(Supplied data begins)

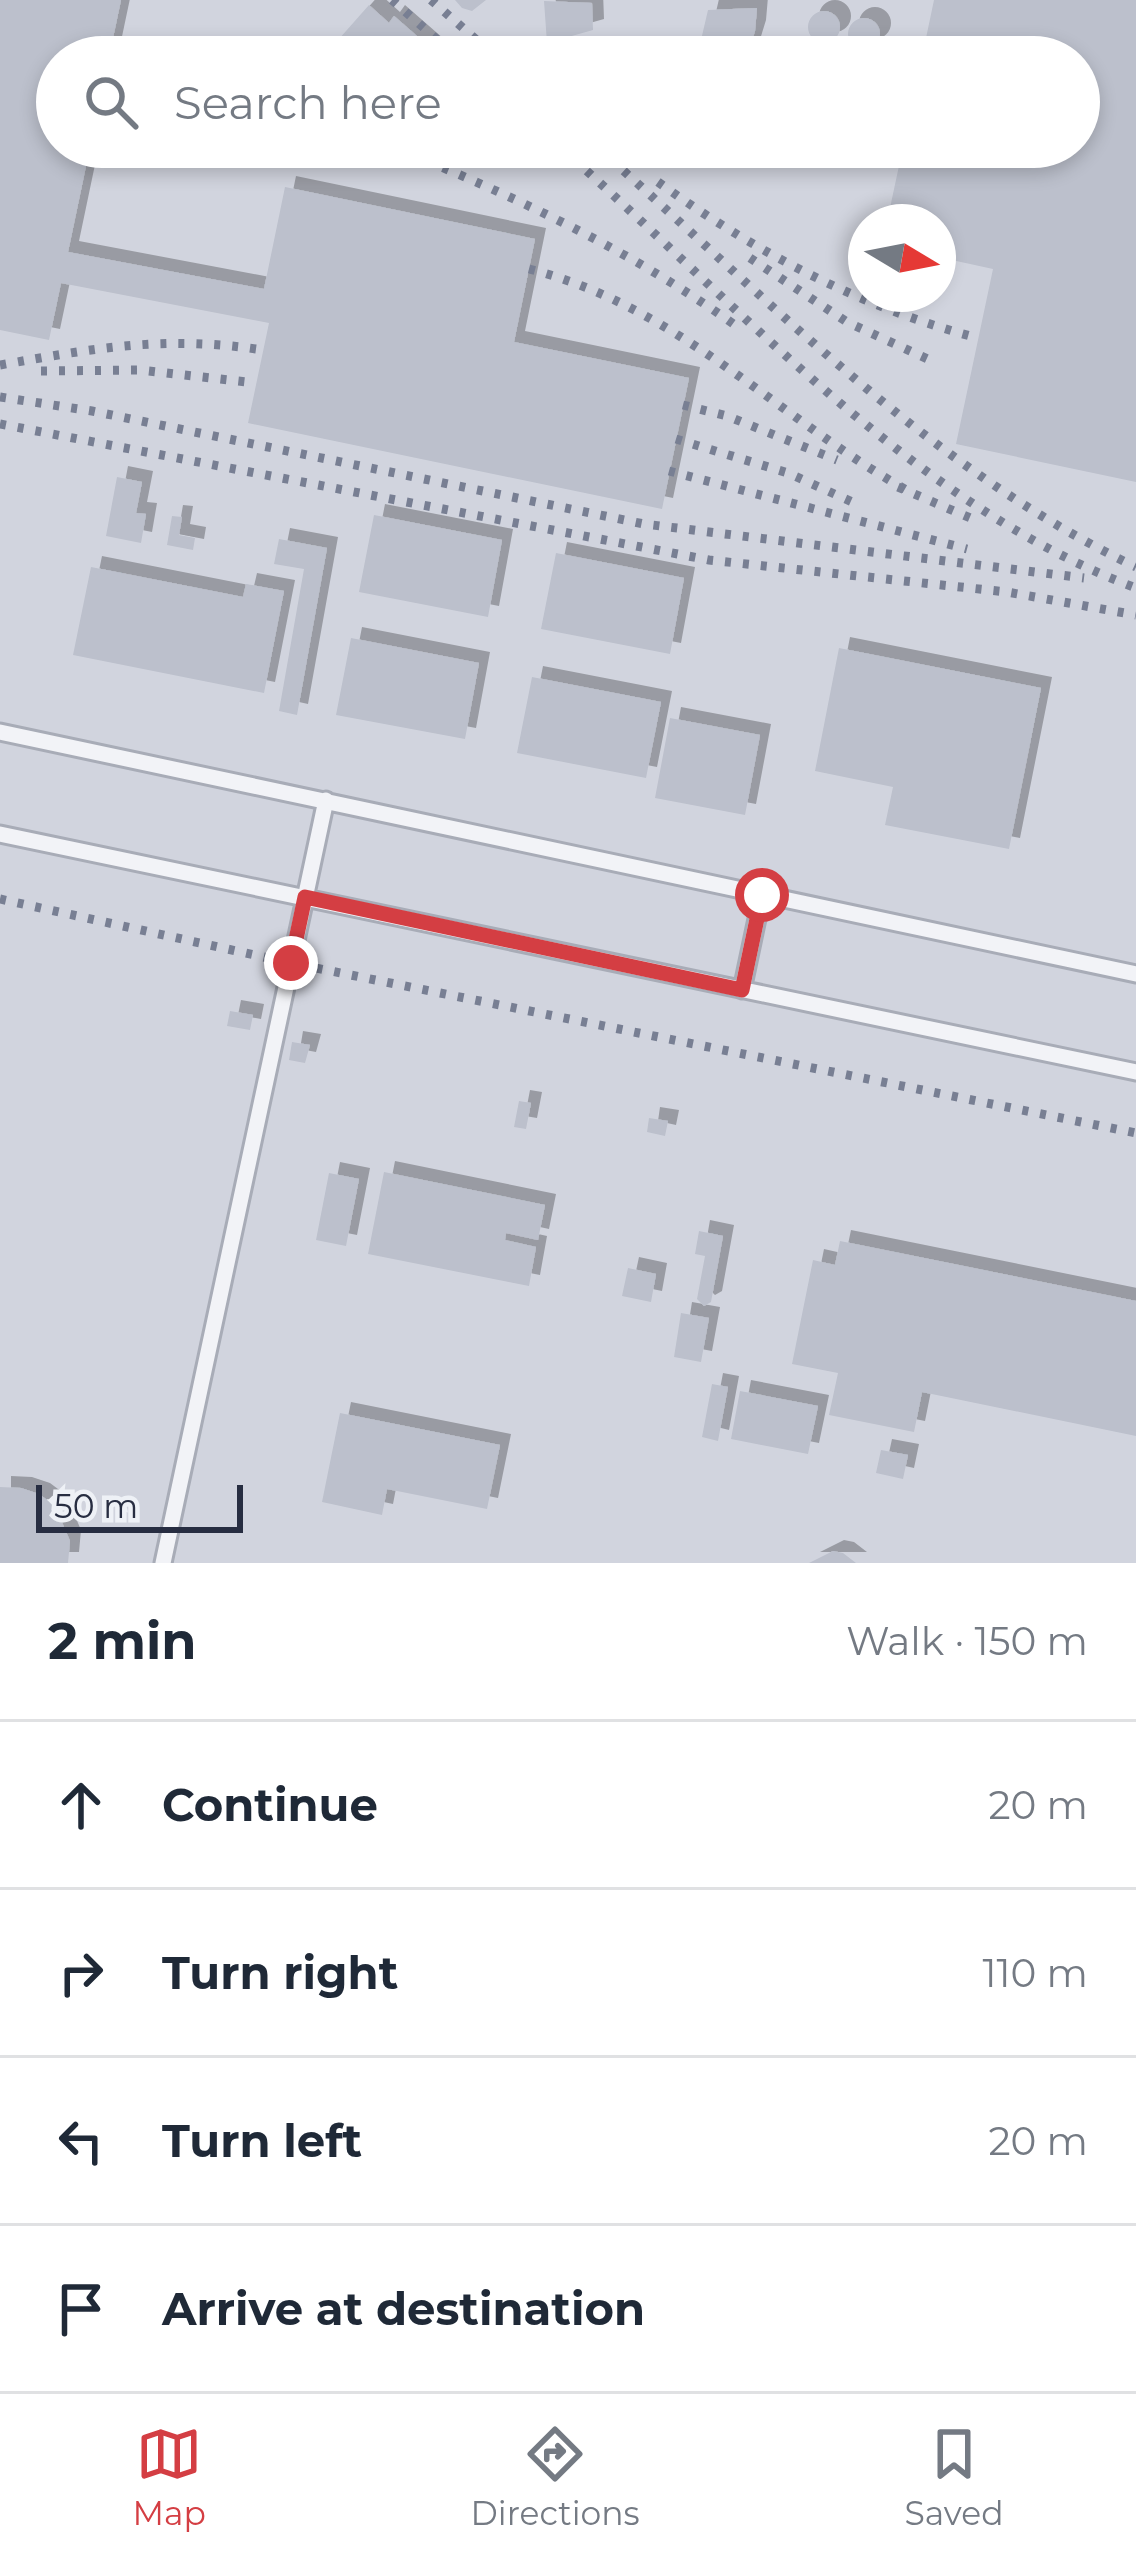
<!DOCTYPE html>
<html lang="en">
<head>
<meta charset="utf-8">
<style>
	:root { --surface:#fff; --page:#f6f6f7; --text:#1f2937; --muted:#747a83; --line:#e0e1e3; --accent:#d43e43 }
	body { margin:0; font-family:Montserrat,sans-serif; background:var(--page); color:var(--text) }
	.compass { position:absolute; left:848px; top:204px; width:108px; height:108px; border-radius:50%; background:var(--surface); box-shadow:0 6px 18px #0003; rotate:100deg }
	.scale { position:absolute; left:36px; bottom:30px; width:207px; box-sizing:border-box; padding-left:12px; border:6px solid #272d41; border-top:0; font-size:33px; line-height:42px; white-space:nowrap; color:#272d41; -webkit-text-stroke:9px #eef1f6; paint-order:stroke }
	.stop { position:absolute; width:36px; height:36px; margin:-27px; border:9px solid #d43e43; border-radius:50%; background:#fff }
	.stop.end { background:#d43e43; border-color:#fff; box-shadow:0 3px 12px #0008 }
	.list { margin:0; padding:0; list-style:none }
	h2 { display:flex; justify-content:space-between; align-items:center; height:156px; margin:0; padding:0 48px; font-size:51px }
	h2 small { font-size:39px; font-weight:400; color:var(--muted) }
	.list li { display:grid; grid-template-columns:78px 1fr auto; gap:36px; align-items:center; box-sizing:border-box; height:168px; padding:0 48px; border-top:3px solid var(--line) }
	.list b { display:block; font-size:45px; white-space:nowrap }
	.list em { font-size:39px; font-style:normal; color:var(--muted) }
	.icon { flex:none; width:66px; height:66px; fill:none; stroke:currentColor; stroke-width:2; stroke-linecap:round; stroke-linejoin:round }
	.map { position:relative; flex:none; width:1136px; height:1563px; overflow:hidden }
	.search { position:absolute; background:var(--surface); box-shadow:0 6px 18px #0003; left:36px; right:36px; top:36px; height:132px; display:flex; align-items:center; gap:30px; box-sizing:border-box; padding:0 42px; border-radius:66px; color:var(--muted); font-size:45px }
	.sheet { height:828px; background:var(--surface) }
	nav { display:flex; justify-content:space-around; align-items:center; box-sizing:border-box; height:168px; border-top:3px solid var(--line); background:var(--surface); font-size:33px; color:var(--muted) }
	nav a { display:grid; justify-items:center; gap:6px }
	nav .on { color:var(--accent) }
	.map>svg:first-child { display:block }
	.built { fill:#d1d4de; fill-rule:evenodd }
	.building { fill:#bcc0cc; filter:url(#shadow) }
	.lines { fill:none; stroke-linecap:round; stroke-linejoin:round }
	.service-casing { stroke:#a8acb7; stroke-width:21 }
	.service { stroke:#f2f3f7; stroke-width:15 }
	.rail { stroke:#787f93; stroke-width:9; stroke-dasharray:6 12; stroke-linecap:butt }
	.route { stroke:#d43e43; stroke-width:15 }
</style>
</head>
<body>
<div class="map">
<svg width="1136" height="1563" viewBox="0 0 1136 1563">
	<defs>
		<filter id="shadow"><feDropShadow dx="11" dy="-11" stdDeviation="0" flood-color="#0004"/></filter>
	</defs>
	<rect width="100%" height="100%" fill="#dfe2e9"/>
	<path class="built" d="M0 0H1136V1563H0ZM57 57H1079V147H57ZM866 222H938V294H866Z"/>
	<path class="building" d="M0 0H121L109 57H57V147H90L68 252 264 289 285 187 535 239 514 342 689 378 662 509 248 423 269 323 61 283 49 340 0 330Z
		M455 0H486L472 11 462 8Z
		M934 0H1136V482L956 444 993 269 938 257V222H887L903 147H1079V57H922Z
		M544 1 592 3 593 30 547 43Z
		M369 5 389 23 394 16 441 57H323Z
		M757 8 755 31 747 57H685L701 40 708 10Z
		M808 27a16 16 0 1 1 32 0a16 16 0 1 1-32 0Z
		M848 34a16 16 0 1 1 32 0a16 16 0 1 1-32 0Z
		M821 147H852L845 156 835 158Z
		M117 477 142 482 136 513 146 514 141 543 106 536Z
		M374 515 502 540 488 617 359 592Z
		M172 516 182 517 179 535 195 538 193 550 167 545Z
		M279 539 327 548 297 715 279 711 304 569 274 564Z
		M556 553 684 578 670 654 541 629Z
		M91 567 243 597 246 584 284 591 264 693 73 655Z
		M351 638 479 663 465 739 336 715Z
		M839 648 1041 688 1009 849 885 825 893 787 815 771Z
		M532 677 661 702 646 778 517 753Z
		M670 718 760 735 745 815 655 798Z
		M230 1011 253 1015 250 1030 227 1026Z
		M292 1042 310 1045 305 1063 289 1060Z
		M519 1101 531 1103 526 1129 514 1127Z
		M649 1118 668 1121 665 1136 647 1132Z
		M384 1172 545 1205 538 1240 506 1233 505 1240 536 1247 529 1286 368 1254Z
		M329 1173 359 1179 346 1246 316 1240Z
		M699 1231 723 1236 711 1302 704 1306 697 1299 705 1256 695 1254Z
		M840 1241 1136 1301V1436L922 1392 914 1432 829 1415 838 1373 792 1364 813 1260 835 1265Z
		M628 1268 656 1274 651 1302 622 1296Z
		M681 1313 709 1318 701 1362 674 1357Z
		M712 1384 728 1387 718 1441 702 1437Z
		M740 1391 818 1406 808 1454 731 1439Z
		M340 1413 500 1445 487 1509 387 1489 382 1515 322 1502Z
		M881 1450 908 1455 903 1479 876 1473Z
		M0 1487 21 1488 39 1494 55 1506 70 1541 68 1563H0Z
		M833 1551 843 1553 856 1563H809Z"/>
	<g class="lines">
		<defs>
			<path id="service" d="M0 732 1136 974
				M0 834 1136 1072
				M742 990 762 895
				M163 1563 326 800"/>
		</defs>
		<use href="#service" class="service-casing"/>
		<use href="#service" class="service"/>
		<path class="rail" d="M392 0 457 57
			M431 0 496 57
			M110 49 142 57
			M393 147C514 196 633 251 739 328
			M560 147C737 303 911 504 1136 588
			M597 147C766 297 929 469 1136 567
			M658 182C755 252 862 308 978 338
			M750 258 847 322 932 361
			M529 269C678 306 780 420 910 492
			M0 365C96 348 165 335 263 350
			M41 371 140 370 256 383
			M0 397 92 411 644 524 1084 578
			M683 405 727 416 837 460
			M0 424 709 560 1007 592 1136 615
			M676 439 788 473 861 506
			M669 471 967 549
			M898 487 975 520
			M0 899 291 963 1136 1133"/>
	</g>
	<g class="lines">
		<path class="route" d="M291 963 305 897 742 990 762 895"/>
	</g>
</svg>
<svg class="compass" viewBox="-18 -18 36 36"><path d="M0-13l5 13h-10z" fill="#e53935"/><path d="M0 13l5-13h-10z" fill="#747a83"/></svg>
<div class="scale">50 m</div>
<div class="stop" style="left:762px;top:895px"></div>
<div class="stop end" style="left:291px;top:963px"></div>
<div class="search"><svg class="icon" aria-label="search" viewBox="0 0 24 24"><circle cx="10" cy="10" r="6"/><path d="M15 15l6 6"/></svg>Search here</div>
</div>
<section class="sheet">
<h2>2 min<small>Walk · 150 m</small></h2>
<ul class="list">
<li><svg class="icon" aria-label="ahead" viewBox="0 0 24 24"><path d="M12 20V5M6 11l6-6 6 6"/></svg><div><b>Continue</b></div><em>20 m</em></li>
<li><svg class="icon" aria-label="right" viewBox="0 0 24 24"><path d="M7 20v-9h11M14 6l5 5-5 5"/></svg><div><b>Turn right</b></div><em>110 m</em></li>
<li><svg class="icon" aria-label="left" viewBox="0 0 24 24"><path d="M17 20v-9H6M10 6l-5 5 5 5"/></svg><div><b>Turn left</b></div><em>20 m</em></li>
<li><svg class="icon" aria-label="arrive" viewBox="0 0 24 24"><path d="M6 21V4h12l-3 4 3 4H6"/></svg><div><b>Arrive at destination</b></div></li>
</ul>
</section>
<nav>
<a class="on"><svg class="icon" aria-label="map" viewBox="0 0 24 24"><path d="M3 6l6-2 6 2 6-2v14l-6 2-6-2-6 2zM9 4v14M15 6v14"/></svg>Map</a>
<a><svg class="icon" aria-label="directions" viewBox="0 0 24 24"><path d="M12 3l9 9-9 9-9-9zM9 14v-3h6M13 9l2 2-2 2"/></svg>Directions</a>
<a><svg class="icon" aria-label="saved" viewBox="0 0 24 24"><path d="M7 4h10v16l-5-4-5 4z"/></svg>Saved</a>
</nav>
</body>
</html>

(Supplied data ends)

Write out exactly the lines that run from the top of the listing above to the line containing "position:absolute; left:36px; bottom:30px;", both ends included. Omit every picture.

<!DOCTYPE html>
<html lang="en">
<head>
<meta charset="utf-8">
<style>
	:root { --surface:#fff; --page:#f6f6f7; --text:#1f2937; --muted:#747a83; --line:#e0e1e3; --accent:#d43e43 }
	body { margin:0; font-family:Montserrat,sans-serif; background:var(--page); color:var(--text) }
	.compass { position:absolute; left:848px; top:204px; width:108px; height:108px; border-radius:50%; background:var(--surface); box-shadow:0 6px 18px #0003; rotate:100deg }
	.scale { position:absolute; left:36px; bottom:30px; width:207px; box-sizing:border-box; padding-left:12px; border:6px solid #272d41; border-top:0; font-size:33px; line-height:42px; white-space:nowrap; color:#272d41; -webkit-text-stroke:9px #eef1f6; paint-order:stroke }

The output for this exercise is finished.